Through impact and thematic investments, insurers seek to provide capital to climate-related solutions such as renewable-energy infrastructure, energy-efficient real estate and climate-focused listed products. Although these investments remain marginal, they are the fastest-growing segment in the ESG landscape.
While climate change remains the clear focus, some insurers are seeking to extend their environmental policies to cover biodiversity and plastic pollution.
Social: attention focused by the pandemic
Few respondents (13%) specifically focus on the ‘S’ in ESG. Diversity is the most common individual component of social analysis, most frequently through insurance companies' encouragement of board diversity through voting policies.
Few insurers have a clear view as to how diversity could influence their investment strategy, however. Nonetheless, some recognise nascent initiatives such as gender-equality indices and funds.
There is also a growing emphasis on diversity at insurers’ asset managers, with 6% of respondents now including diversity criteria in RFPs for new investment mandates. This figure is likely to increase in the years ahead.
Beyond diversity, the current pandemic has revived interest in the social components of ESG. Health, wellbeing and employee support have become central talking points in recent months. Meanwhile, some impact-investment initiatives have sought to address the pandemic’s economic aftermath. But while the pandemic has buoyed interest in the ‘S’ in ESG, insurers have yet to reach a consensus on what indicators matter most and how to incorporate them in their investment strategies.
Historically, fundamental analysis has covered corporate governance, so its consideration predates ESG. Consequently, many investors consider governance issues outside of a holistic ESG framework.

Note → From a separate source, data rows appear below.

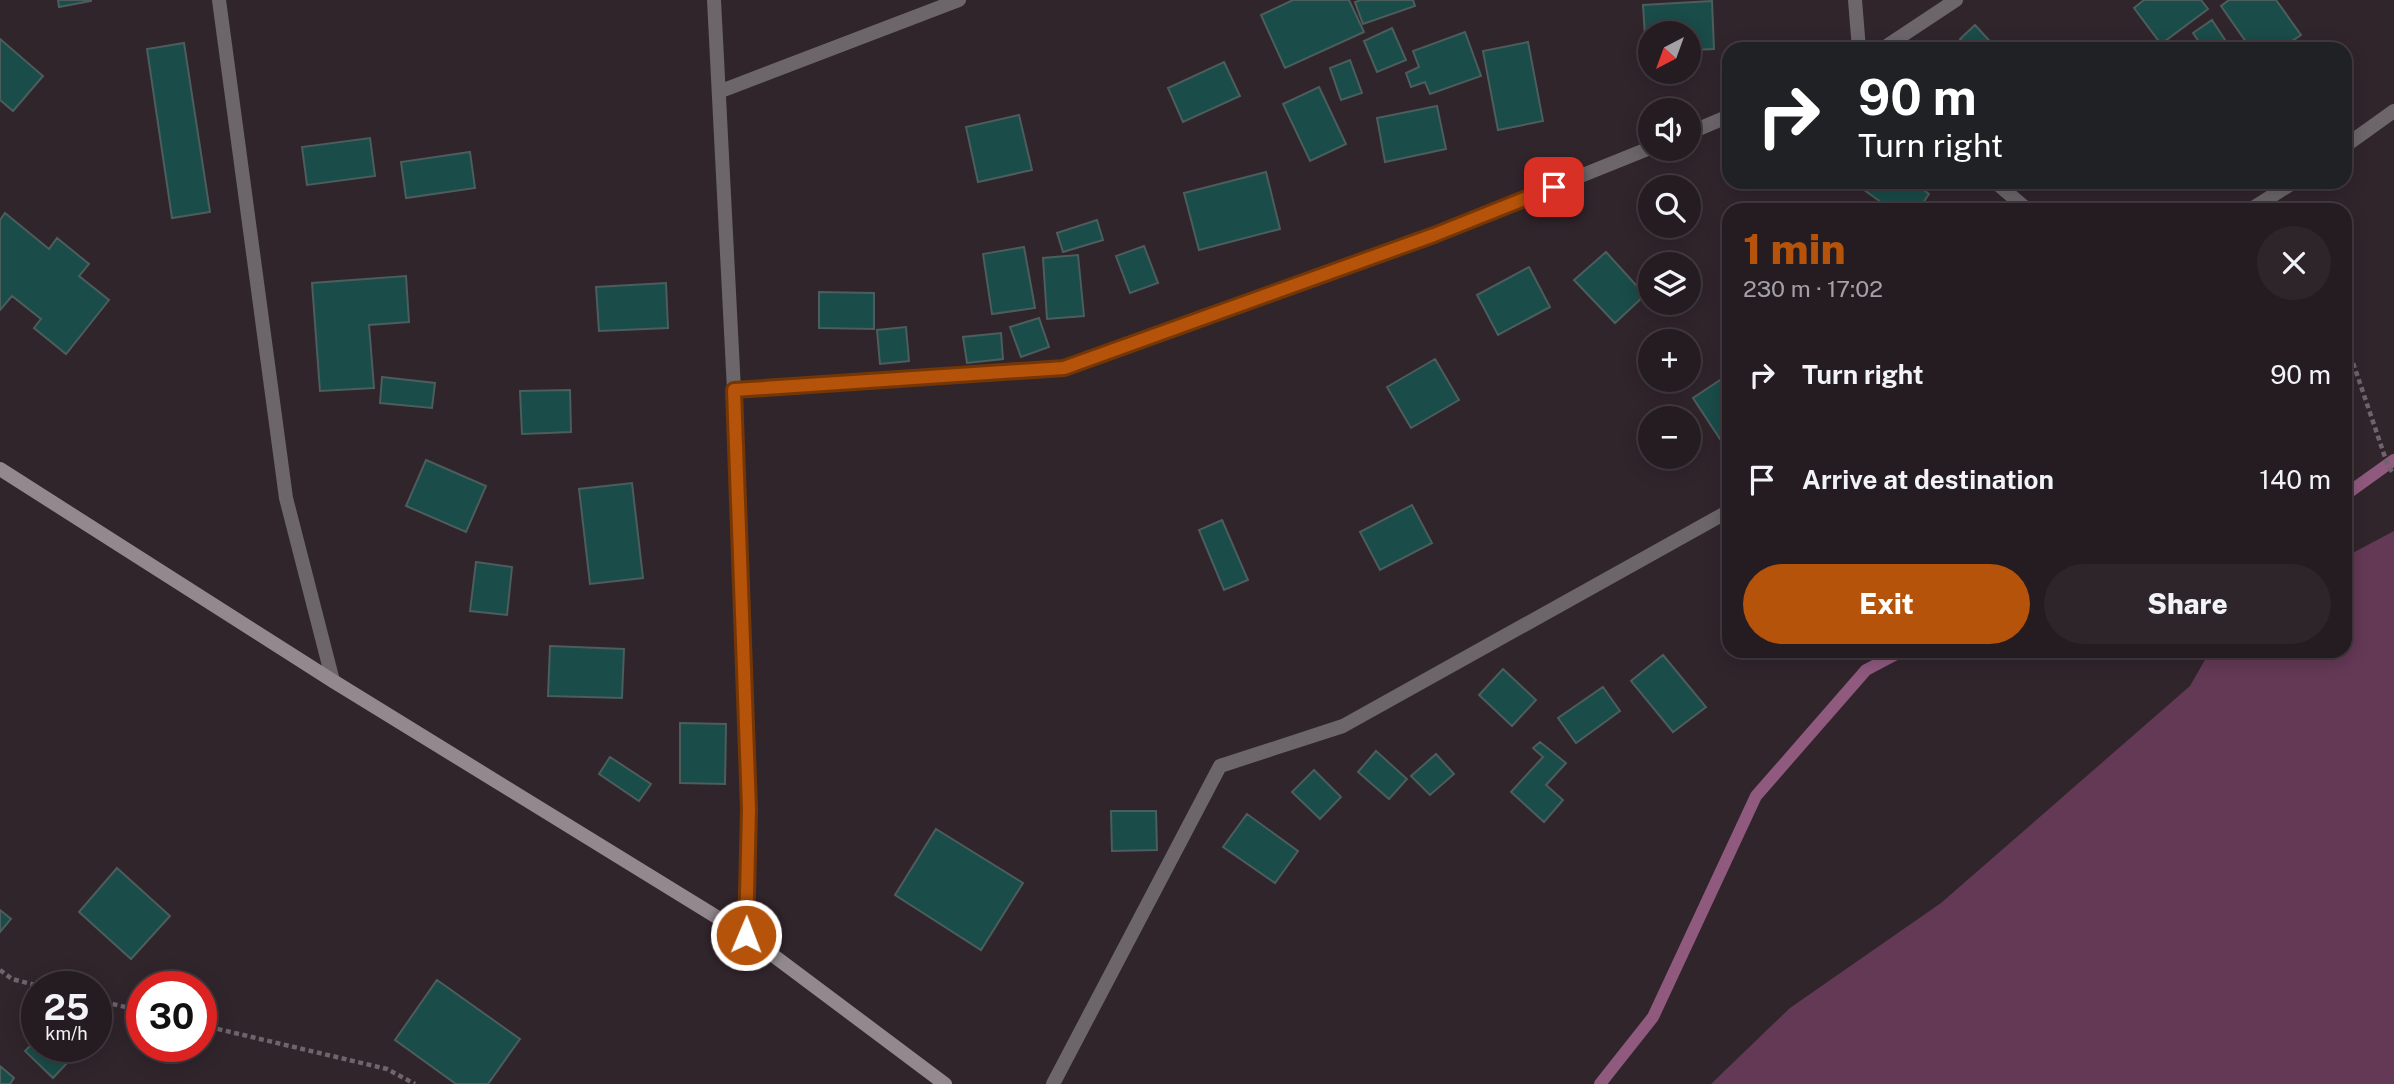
<!DOCTYPE html>
<html lang="en">
<head>
<meta charset="utf-8">
<style>
	body { margin:0; font-family:"Public Sans",sans-serif; background:#2d252a; color:#f1f3f6; height:100vh; display:flex; flex-direction:column; font-size:26px; white-space:nowrap }
	* { box-sizing:border-box; margin:0 }
	p { font-size:23px; color:#a3a1a5 }
	.icon { flex:none; width:38px; height:38px; fill:none; stroke:currentColor; stroke-width:2; stroke-linecap:round; stroke-linejoin:round }
	.map { position:relative; flex:1; overflow:hidden }
	.side { position:absolute; left:1722px; top:203px; width:630px; height:455px; display:flex; flex-direction:column; background:#251c21; border-radius:21px; box-shadow:0 4px 18px #0003,0 0 0 2px #423a3f }
	.side>* { flex:none }
	.guide { position:absolute; left:1722px; top:42px; width:630px; height:147px; border-radius:21px; box-shadow:0 4px 18px #0003,0 0 0 2px #423a3f; background:#202124; color:#fff; overflow:hidden }
	.needle { width:46px; rotate:221deg }
	.controls { position:absolute; left:1638px; top:21px; display:grid; gap:14px }
	.controls a { display:grid; place-items:center; width:63px; height:63px; border-radius:50%; background:#251c21; box-shadow:0 4px 18px #0003,0 0 0 2px #423a3f; font-size:35px }
	.speed { position:absolute; left:21px; top:971px; display:flex; gap:14px; font-size:35px; font-weight:700; text-align:center }
	.speed>* { display:grid; place-content:center; width:91px; height:91px; border-radius:50%; background:#251c21; box-shadow:0 4px 18px #0003,0 0 0 2px #423a3f; line-height:1 }
	.speed small { font-size:18px; font-weight:400 }
	.speed .limit { border:10px solid #d22; background:#fff; color:#111 }
	.pin { position:absolute; display:grid; place-items:center; width:60px; height:60px; color:#fff; margin:-30px; border-radius:14px; box-shadow:0 4px 10px #0006 }
	.me { position:absolute; width:77px; margin:-38px; rotate:1deg; stroke-linejoin:round; filter:drop-shadow(0 0 5px #0008) }
	.turn { display:flex; align-items:center; gap:24px; height:147px; padding:0 21px; font-size:32px }
	.turn .icon { width:91px; height:91px; stroke-width:2.5 }
	.turn b { display:block; font-size:49px; line-height:60px }
	.round { display:grid; place-items:center; flex:none; width:74px; height:74px; border-radius:37px; background:#2d252a }
	.head { display:flex; align-items:center; justify-content:space-between; height:119px; padding:0 21px }
	h1 { font-size:42px; font-weight:800; line-height:52px; color:#b45309 }
	.button { display:flex; gap:14px; margin-top:auto; padding:14px 21px }
	.button a { flex:1; height:80px; border-radius:42px; background:#b45309; color:#fff; font-size:28px; font-weight:800; line-height:80px; text-align:center }
	.button a+a { background:#2d252a; color:#f1f3f6 }
	ul { padding:0; list-style:none }
	li { display:flex; align-items:center; gap:21px; height:105px; padding:0 21px }
	li div { flex:1 }
	li b { display:block; font-size:26px }
	li em { font-style:normal }
	.map>svg:first-child { display:block }
	.green { fill:#643956 }
	.lines { fill:none; stroke-linecap:round; stroke-linejoin:round }
	.stream { stroke:#90597e; stroke-width:12 }
	.building { fill:#1a4c49; stroke:#4b5d5c; stroke-width:2 }
	.path { stroke:#6f646b; stroke-width:4.5; stroke-dasharray:5 3.5; stroke-linecap:butt }
	.street { stroke:#6c666a; stroke-width:14 }
	.secondary { stroke:#92888e; stroke-width:14 }
	.route-casing { stroke:#753606; stroke-width:18 }
	.route { stroke:#b45309; stroke-width:12 }
</style>
</head>
<body>
<div class="map">
<svg width="2394" height="1084" viewBox="0 0 2394 1084">
	<rect width="100%" height="100%" fill="#31252c"/>
	<path class="green" d="M2394,531V1084H1711L1790,1008L1941,903L2190,686L2210,651H2345V557Z"/>
	<g class="lines">
		<path class="stream" d="M2345,495L2394,460
			M1600,1084L1653,1017L1756,796L1866,670L1902,651"/>
	</g>
	<path class="building" d="M58,0H91V1L59,7Z
		M1293,0H1349L1364,32L1285,68L1261,15Z
		M1361,0H1413L1415,6L1363,24L1355,2Z
		M2144,0H2201L2208,9L2161,44L2134,8Z
		M2229,0H2276L2301,35L2280,49H2251L2221,6Z
		M1712,1L1714,49L1689,50V33H1650V52L1646,53L1643,5Z
		M2212,20L2231,49H2204L2193,33Z
		M1975,25L1997,49H1969L1960,39Z
		M1392,28L1406,60L1377,72L1364,41Z
		M1465,32L1481,76L1430,94L1425,82L1411,87L1406,73L1419,67L1413,51Z
		M0,39L43,76L13,111L0,100Z
		M1528,42L1543,121L1498,130L1483,51Z
		M2117,42L2122,49H2107Z
		M184,43L210,212L172,218L147,49Z
		M1350,60L1362,93L1341,100L1330,68Z
		M1224,62L1240,96L1183,122L1168,88Z
		M1319,87L1346,144L1310,161L1283,104Z
		M1437,106L1446,149L1385,162L1377,118Z
		M1019,115L1032,170L978,182L966,127Z
		M370,138L375,176L307,185L302,147Z
		M470,152L475,188L406,198L401,162Z
		M1266,172L1280,229L1199,250L1184,193Z
		M1864,182H1913L1929,194L1918,210H1892L1860,187Z
		M5,213L49,249L57,238L89,264L79,276L109,300L66,354L34,328L41,319L12,296L0,310V220Z
		M1097,220L1103,240L1063,252L1057,233Z
		M1144,246L1158,283L1130,293L1116,256Z
		M1024,247L1035,308L992,314L983,254Z
		M1606,252L1645,295L1615,323L1574,280Z
		M1078,255L1084,316L1047,319L1043,258Z
		M1529,267L1550,307L1498,335L1477,295Z
		M406,276L409,322L369,325L374,388L320,391L312,283Z
		M666,283L668,328L599,331L596,287Z
		M819,292L874,293V329L819,328Z
		M1039,318L1049,347L1021,357L1010,327Z
		M906,327L909,361L880,364L877,330Z
		M1001,333L1003,359L967,363L963,337Z
		M1435,359L1459,400L1411,428L1387,387Z
		M1729,374V437L1722,442L1693,398Z
		M382,377L435,383L432,408L380,403Z
		M570,390L571,432L522,434L520,391Z
		M426,460L486,486L466,532L406,506Z
		M632,483L643,578L590,584L579,489Z
		M1412,505L1432,543L1380,570L1360,532Z
		M1222,520L1248,580L1224,590L1199,530Z
		M476,562L512,567L507,615L470,611Z
		M550,646L624,649L622,698L548,696Z
		M1663,655L1706,707L1673,732L1631,681Z
		M1503,669L1536,700L1512,726L1479,695Z
		M1603,687L1620,711L1576,743L1558,718Z
		M680,723L726,724L725,784L680,783Z
		M1540,742L1566,763L1546,785L1563,800L1544,822L1511,792L1543,757L1533,748Z
		M1376,751L1407,779L1389,799L1358,772Z
		M1436,754L1454,774L1430,795L1411,776Z
		M610,757L651,784L639,801L599,774Z
		M1314,770L1341,797L1320,819L1292,792Z
		M1111,811H1156L1157,850L1112,851Z
		M1247,814L1298,851L1275,883L1223,847Z
		M936,829L1023,883L981,950L895,895Z
		M117,868L170,916L131,959L79,912Z
		M0,910L11,919L0,932Z
		M437,980L520,1039L488,1084H456L395,1040Z
		M37,1039V1046H83L53,1078L25,1051Z
		M0,1066L14,1078L10,1084H0Z"/>
	<g class="lines">
		<path class="path" d="M2345,339L2388,466L2394,474
			M0,970L12,979L43,987
			M96,1000L142,1011
			M201,1025L387,1069L415,1084"/>
		<path class="street" d="M219,0L286,498L333,681
			M714,0L734,390L749,809L746,935
			M1855,0L1859,49
			M1882,49L1956,0
			M721,91L959,0
			M1689,133L1729,116
			M2345,146L2394,111
			M1995,182L2028,210
			M2250,210L2294,182
			M734,390L1064,368L1434,235L1650,148
			M1053,1084L1220,766L1343,726L1729,511"/>
		<path class="secondary" d="M0,469L333,681L746,935L945,1084"/>
	</g>
	<g class="lines">
		<defs>
			<path id="route" d="M746,935L749,809L734,390L1064,368L1434,235L1554,187"/>
		</defs>
		<use href="#route" class="route-casing"/>
		<use href="#route" class="route"/>
	</g>
</svg>
<div class="controls">
<a><svg class="needle" viewBox="-14 -14 28 28"><path d="M0-13l5 13h-10z" fill="#e53935"/><path d="M0 13l5-13h-10z" fill="#a3a1a5"/></svg></a>
<a><svg class="icon" aria-label="sound" viewBox="0 0 24 24"><path d="M4 9h4l5-4v14l-5-4H4zM17 9q2 3 0 6"/></svg></a>
<a><svg class="icon" aria-label="search" viewBox="0 0 24 24"><circle cx="10" cy="10" r="6"/><path d="M15 15l6 6"/></svg></a>
<a><svg class="icon" aria-label="layers" viewBox="0 0 24 24"><path d="M12 4l9 5-9 5-9-5zM3 14l9 5 9-5"/></svg></a>
<a>+</a>
<a>−</a>
</div>
<div class="speed"><div>25<small>km/h</small></div><div class="limit">30</div></div>
<div class="pin" style="left:1554px;top:187px;background:#d93025"><svg class="icon" aria-label="arrive" viewBox="0 0 24 24"><path d="M6 21V4h12l-3 4 3 4H6"/></svg></div>
<svg class="me" style="left:746px;top:935px" viewBox="-20 -20 40 40"><circle r="17" fill="#b45309" stroke="#fff" stroke-width="3"/><path d="M0-11L8 9 0 5-8 9z" fill="#fff"/></svg>
<div class="guide">
<div class="turn"><svg class="icon" aria-label="right" viewBox="0 0 24 24"><path d="M7 20v-9h11M14 6l5 5-5 5"/></svg><div><b>90 m</b>Turn right</div></div>
</div>
<section class="side">
<div class="head"><div><h1>1 min</h1><p>230 m · 17:02</p></div><a class="round"><svg class="icon" aria-label="close" viewBox="0 0 24 24"><path d="M6 6l12 12M18 6L6 18"/></svg></a></div>
<ul>
<li><svg class="icon" aria-label="right" viewBox="0 0 24 24"><path d="M7 20v-9h11M14 6l5 5-5 5"/></svg><div><b>Turn right</b></div><em>90 m</em></li>
<li><svg class="icon" aria-label="arrive" viewBox="0 0 24 24"><path d="M6 21V4h12l-3 4 3 4H6"/></svg><div><b>Arrive at destination</b></div><em>140 m</em></li>
</ul>
<div class="button"><a>Exit</a><a>Share</a></div>
</section>
</div>
</body>
</html>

Governance concerns are often addressed through shareholder engagement and voting policies. However, few insurance companies have identified the ‘G’ in ESG as a central focus. This limits the development of specific investment practices linked to the subject. According to one Swiss life insurer, “It is difficult to imagine investing in a ‘governance’ impact fund”.
All in all, the survey highlights the difficulties insurers have in making progress on other aspects of ESG beyond the climate crisis. This creates an opportunity for asset managers to innovate to help their insurance clients cope with this conundrum.